> [Work required]: Within the lines below, find those that hold the string "green" and copy each one.

(Stored data entries)

━━━━━━━━━━━━━━━━

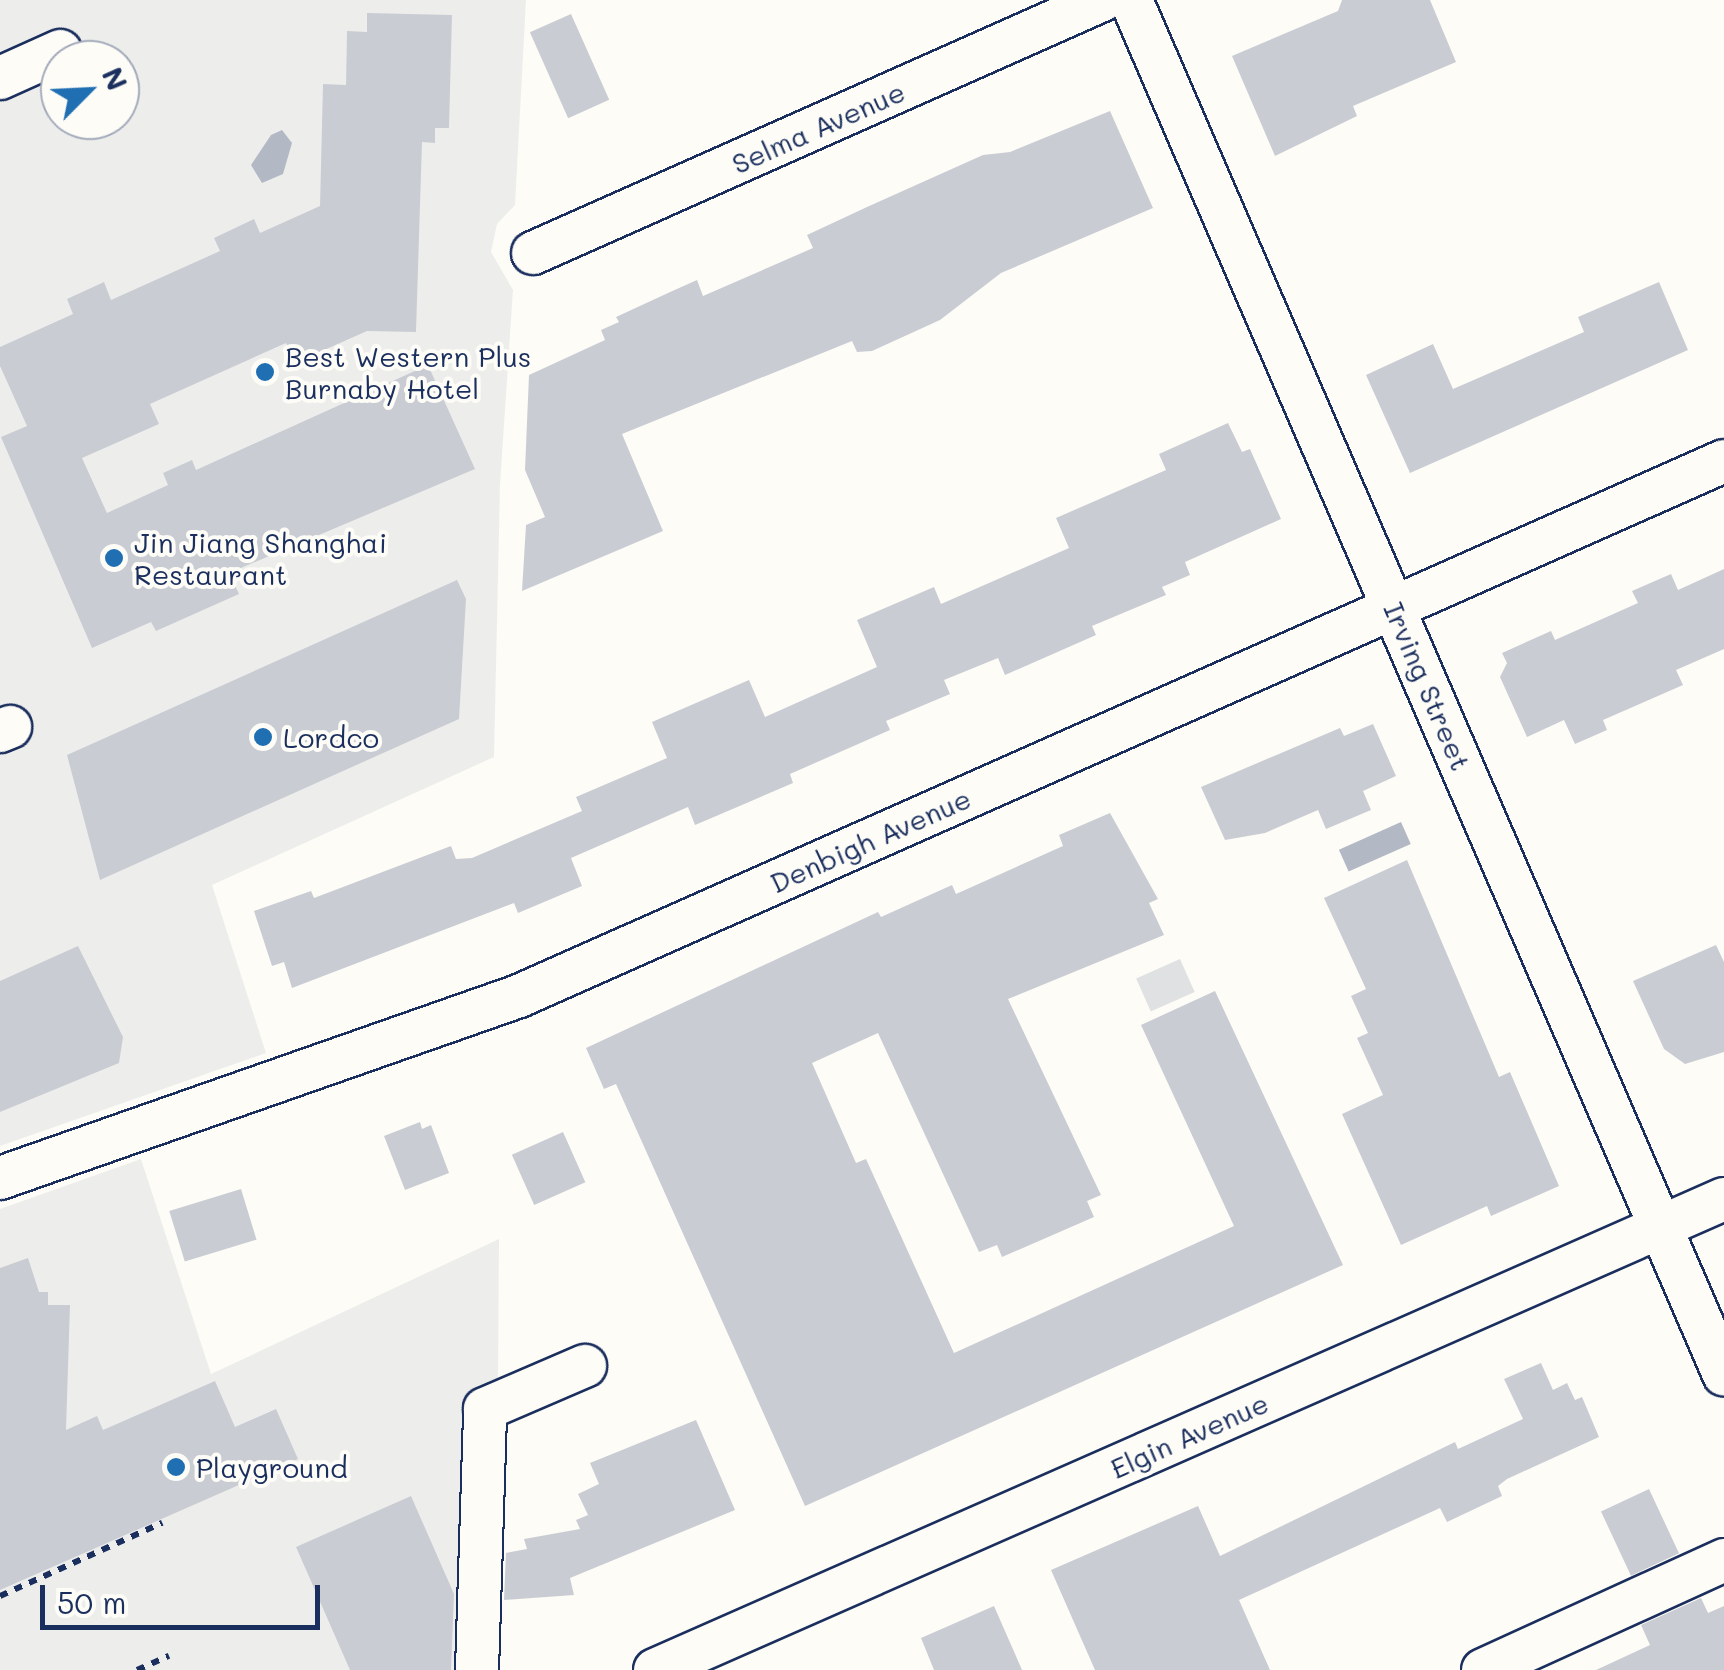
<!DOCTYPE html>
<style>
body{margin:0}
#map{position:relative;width:1724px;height:1670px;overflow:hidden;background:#fdfcf7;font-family:Mali,sans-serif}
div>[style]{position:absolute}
.built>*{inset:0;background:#edeeec}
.green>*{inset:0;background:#e0e1e3;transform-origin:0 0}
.water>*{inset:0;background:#b3b8c5;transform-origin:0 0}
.building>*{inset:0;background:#c9ccd3;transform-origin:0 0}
.path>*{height:6px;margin-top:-3px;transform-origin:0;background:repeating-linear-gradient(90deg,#1b2f5e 0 8px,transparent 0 16px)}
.roads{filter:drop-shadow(2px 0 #1b2f5e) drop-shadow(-2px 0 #1b2f5e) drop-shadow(0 2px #1b2f5e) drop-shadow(0 -2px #1b2f5e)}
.minor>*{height:42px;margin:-21px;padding:0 21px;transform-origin:21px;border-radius:21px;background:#fdfcf7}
.dots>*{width:28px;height:28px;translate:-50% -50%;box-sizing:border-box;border:5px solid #fdfcf7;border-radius:50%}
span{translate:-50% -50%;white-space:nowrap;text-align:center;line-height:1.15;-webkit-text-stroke:8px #fdfcf7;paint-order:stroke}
.street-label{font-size:28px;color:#1b2f5e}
.poi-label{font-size:28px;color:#1b2f5e}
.left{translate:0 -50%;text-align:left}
.north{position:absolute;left:40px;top:40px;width:100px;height:100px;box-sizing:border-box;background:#fdfcf7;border:2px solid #a3aaba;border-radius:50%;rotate:66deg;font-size:28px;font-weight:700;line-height:40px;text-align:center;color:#1b2f5e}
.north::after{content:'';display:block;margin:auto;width:35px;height:45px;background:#1f6fb2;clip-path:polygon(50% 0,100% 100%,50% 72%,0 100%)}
.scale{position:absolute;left:40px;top:1585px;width:280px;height:45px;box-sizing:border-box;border:5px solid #1b2f5e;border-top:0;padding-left:12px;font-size:30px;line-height:35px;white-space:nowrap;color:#1b2f5e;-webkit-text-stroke:8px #fdfcf7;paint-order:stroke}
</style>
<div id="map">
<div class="built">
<div style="clip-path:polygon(evenodd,0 0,526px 0,515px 205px,497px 224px,491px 252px,513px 290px,500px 485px,494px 757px,212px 885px,266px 1053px,0 1146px,0 0,60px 60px,120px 60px,120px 120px,60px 120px,60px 60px)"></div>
<div style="clip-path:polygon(141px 1159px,211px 1374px,499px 1239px,496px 1670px,0 1670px,0 1209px)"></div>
</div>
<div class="green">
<div style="left:1180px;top:959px;width:36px;height:48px;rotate:66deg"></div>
</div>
<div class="water">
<div style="clip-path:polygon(282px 130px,292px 143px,283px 174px,262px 183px,251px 165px,271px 135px)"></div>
<div style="left:1401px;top:822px;width:24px;height:68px;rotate:66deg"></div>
</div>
<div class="building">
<div style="clip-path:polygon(1342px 0,1430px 0,1456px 62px,1353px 106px,1357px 116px,1275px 156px,1232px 56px,1338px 11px)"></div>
<div style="clip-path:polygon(367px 13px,452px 15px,449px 128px,435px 128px,435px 143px,422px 142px,416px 332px,367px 331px,295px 363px,286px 343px,150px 404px,159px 424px,82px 458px,107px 513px,168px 485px,163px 473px,192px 460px,196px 470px,428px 365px,475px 469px,229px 573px,239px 594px,156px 631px,151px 622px,92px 648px,1px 437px,27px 426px,0 366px,0 347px,73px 314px,67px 299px,104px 282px,111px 300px,220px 251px,214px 238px,254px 219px,260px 233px,320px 206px,323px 84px,346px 85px,347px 31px,367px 32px)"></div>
<div style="left:571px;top:14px;width:94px;height:45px;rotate:66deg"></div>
<div style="clip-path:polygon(1110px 111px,1153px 208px,1001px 273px,940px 320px,872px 351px,857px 352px,852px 341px,622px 434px,663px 531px,522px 591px,526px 525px,545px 517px,525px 470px,529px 375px,605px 340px,601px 330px,619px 322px,616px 317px,668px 293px,697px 280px,703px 296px,813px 248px,807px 235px,867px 207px,983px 155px,1010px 152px)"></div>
<div style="clip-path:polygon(1659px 282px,1688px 350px,1410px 473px,1366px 375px,1433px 344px,1453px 389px,1584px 332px,1578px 317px)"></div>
<div style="clip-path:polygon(1228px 423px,1242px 452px,1250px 449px,1281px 519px,1185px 562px,1190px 575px,1162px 587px,1166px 595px,1092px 626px,1096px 635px,1005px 675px,998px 658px,944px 680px,950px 694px,886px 721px,890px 730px,790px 774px,793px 783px,742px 805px,695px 825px,688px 807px,571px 858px,582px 886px,518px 913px,514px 903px,292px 988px,284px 962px,272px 966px,254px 911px,311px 891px,314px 898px,451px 846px,456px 859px,472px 858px,582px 811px,576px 797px,667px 758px,652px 722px,749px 680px,765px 717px,877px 667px,857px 620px,934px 587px,941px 604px,1069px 548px,1056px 518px,1166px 470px,1159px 454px)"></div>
<div style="clip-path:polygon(1724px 569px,1724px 649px,1676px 670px,1683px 685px,1603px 720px,1607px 730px,1575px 744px,1564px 720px,1527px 737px,1500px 677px,1507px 663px,1502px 653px,1551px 631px,1555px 640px,1638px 603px,1632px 591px,1671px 574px,1678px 590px)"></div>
<div style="clip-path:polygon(457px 580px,466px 599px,459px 719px,100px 880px,67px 755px)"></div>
<div style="clip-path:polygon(1373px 724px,1396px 776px,1363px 791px,1371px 810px,1326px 829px,1318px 810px,1265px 833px,1225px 840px,1201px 787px,1340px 728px,1344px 736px)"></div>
<div style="clip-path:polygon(1110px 813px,1158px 899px,1149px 903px,1164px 935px,1008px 999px,1101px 1195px,1087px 1201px,1094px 1217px,1002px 1257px,997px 1245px,979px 1252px,878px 1033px,812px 1063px,856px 1163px,866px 1159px,954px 1353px,1234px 1226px,1141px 1025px,1215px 991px,1343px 1265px,805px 1506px,616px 1084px,604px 1089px,586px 1048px,878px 912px,881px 917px,952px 885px,956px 894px,1063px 846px,1059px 835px)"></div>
<div style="clip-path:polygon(1407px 860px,1499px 1077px,1510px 1072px,1559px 1186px,1491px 1216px,1487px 1206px,1401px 1245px,1342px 1114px,1383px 1095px,1357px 1038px,1368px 1033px,1351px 996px,1366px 989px,1324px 898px)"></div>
<div style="clip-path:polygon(1716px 945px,1724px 962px,1724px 1052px,1685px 1064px,1664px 1049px,1633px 981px)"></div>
<div style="clip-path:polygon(78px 946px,123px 1037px,119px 1063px,0 1112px,0 981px)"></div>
<div style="clip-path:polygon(420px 1122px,422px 1129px,431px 1125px,449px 1173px,405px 1190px,384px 1136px)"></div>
<div style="left:563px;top:1132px;width:55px;height:56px;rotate:66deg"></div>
<div style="left:241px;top:1189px;width:53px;height:75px;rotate:73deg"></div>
<div style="clip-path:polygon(28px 1258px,39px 1292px,48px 1292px,48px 1305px,70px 1305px,66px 1430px,97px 1416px,103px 1430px,215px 1381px,235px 1427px,276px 1409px,298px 1459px,0 1590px,0 1268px)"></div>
<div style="clip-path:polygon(1541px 1363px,1553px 1390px,1567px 1383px,1575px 1400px,1582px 1397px,1599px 1437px,1507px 1479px,1498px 1486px,1502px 1496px,1447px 1522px,1440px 1508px,1239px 1600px,1270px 1670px,1095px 1670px,1051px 1570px,1198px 1506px,1220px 1556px,1455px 1442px,1458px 1449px,1523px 1419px,1504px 1379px)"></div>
<div style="clip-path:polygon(696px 1420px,735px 1510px,570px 1578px,574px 1595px,504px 1600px,506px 1553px,527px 1549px,524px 1539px,580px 1529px,576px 1520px,588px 1515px,578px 1494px,599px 1484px,590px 1463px)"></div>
<div style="left:1649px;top:1489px;width:71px;height:53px;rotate:65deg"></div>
<div style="clip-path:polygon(411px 1496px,454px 1594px,451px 1670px,350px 1670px,296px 1547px)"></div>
<div style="clip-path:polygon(1701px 1598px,1708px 1613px,1724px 1606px,1724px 1670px,1596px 1670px,1650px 1645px,1641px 1625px)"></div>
<div style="clip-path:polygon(994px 1606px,1022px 1670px,934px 1670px,921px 1638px)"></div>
</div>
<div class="path">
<div style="left:0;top:1596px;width:178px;rotate:-24.3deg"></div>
<div style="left:137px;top:1670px;width:35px;rotate:-24deg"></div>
</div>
<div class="roads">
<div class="minor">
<div style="left:1131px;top:0;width:1497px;rotate:66.66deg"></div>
<div style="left:0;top:78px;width:66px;rotate:-24.2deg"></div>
<div style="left:533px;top:253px;width:623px;rotate:-23.97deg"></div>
<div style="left:0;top:731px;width:11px;rotate:-22deg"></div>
<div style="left:0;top:1178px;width:550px;rotate:-19.32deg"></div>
<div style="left:519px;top:996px;width:1318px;rotate:-23.94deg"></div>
<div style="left:477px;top:1670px;width:261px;rotate:-88.2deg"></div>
<div style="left:485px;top:1409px;width:109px;rotate:-23.3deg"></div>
<div style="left:655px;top:1670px;width:1168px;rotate:-23.78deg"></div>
<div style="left:1483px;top:1670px;width:265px;rotate:-24.5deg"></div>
</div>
</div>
<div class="dots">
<div style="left:265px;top:372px;background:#1f6fb2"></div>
<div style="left:114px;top:558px;background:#1f6fb2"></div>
<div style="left:263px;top:737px;background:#1f6fb2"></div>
<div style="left:176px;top:1467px;background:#1f6fb2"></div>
</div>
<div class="street-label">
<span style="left:818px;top:127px;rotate:-24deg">Selma Avenue</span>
<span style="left:1428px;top:686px;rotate:67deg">Irving Street</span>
<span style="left:870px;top:840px;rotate:-24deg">Denbigh Avenue</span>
<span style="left:1189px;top:1435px;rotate:-24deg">Elgin Avenue</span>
</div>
<div class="poi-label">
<span class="left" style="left:285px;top:372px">Best Western Plus<br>Burnaby Hotel</span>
<span class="left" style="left:134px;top:558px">Jin Jiang Shanghai<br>Restaurant</span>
<span class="left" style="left:283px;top:737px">Lordco</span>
<span class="left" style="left:196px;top:1467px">Playground</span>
</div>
<div class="north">N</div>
<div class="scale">50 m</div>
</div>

━━━━━━━━━━━━━━━━

> [Task output]:
.green>*{inset:0;background:#e0e1e3;transform-origin:0 0}
<div class="green">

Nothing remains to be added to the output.